The parameter to use is "fields=", and each field shall be separated by commas.
Note: The HTTP query-string standard also allows passing multiple "fields=" parameters, as well as passing "fields[x]=" arrays.
Examples:
{"a":1,"b":{"foo": true,"bar":false},"c":[1,2,3]}
- “fields=*” means the whole message, which is redundant as it is the default;
- “fields=a.*” means the same as “a”, as the default is equivalent of always having “*” at the right side, returning "{"a":1}".
- “fields=b*.f*” matches “b.foo”, as “b*” matches “b” and “f*” matches “foo”, returning "{"b":{"foo":true}}".
- “fields=*b.*o” also matches “b.foo”, as “*b” matches “b” and “*o” matches “foo”;
- “fields=*b*.*o* also matches “b.foo”, as “*b*” matches “b” and “*o*” matches “foo”;
- “fields=**.bar” matches “b.bar”, as “**” matches any level that contains a node “bar”, albeit in this case it matches only one level.
Each field can be prefixed with the symbol “-“ (minus) to denote items to remove from the output. Example: "fields=-b" returns "{"a":1,"c":[1,2,3]}".
When multiple fields are requested, if no field is matched, the empty message is not returned. This means a list of fields behaves like an "or". Example: "fields=a,z" returns "{"a":1}", but "fields=x,y" return nothing.
The symbol “+” (plus) enforces a fields to be mandatory, which is relevant when multiple fields are requested.
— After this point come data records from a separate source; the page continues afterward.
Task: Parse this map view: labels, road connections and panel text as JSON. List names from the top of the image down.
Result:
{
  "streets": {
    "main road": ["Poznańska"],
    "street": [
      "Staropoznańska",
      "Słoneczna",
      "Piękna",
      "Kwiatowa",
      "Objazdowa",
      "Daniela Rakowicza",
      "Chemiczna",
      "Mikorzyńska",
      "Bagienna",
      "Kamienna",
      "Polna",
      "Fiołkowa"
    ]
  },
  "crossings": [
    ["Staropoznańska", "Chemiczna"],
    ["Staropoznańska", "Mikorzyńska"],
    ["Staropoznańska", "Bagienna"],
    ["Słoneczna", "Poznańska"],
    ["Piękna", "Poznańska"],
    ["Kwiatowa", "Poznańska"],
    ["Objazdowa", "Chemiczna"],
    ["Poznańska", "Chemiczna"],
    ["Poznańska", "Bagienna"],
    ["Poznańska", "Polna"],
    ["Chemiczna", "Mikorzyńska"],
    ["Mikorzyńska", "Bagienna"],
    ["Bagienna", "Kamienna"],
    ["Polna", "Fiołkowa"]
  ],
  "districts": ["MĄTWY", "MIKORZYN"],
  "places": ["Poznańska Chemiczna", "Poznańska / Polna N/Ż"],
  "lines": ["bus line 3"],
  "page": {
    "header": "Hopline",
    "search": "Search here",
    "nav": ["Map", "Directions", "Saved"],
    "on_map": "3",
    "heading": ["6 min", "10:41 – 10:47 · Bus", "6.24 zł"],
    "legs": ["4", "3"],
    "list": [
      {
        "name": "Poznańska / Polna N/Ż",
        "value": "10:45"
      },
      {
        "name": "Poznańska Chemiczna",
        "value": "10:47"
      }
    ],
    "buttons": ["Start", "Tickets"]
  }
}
Example "fields=+a,z" returns "{"a":1}", but "fields=a,+z" returns nothing.
Note: When passing the "+" character through the query-string or POST, do not forget to escape it as %2b.
The fields on the list are processed sequentially, so the last matching rule is the one that wins. This is to allow rules like “-b.*, b.foo” to filter everything under “b” except “foo”.
4.6 Data Filter
Events can be filtered to receive only the ones that match a set of key/value filters. It’s the equivalent to a “SELECT … WHERE x=y…” of SQL.
For each filter item, a parameter should be passed containing the field as the parameter key, and the value to match.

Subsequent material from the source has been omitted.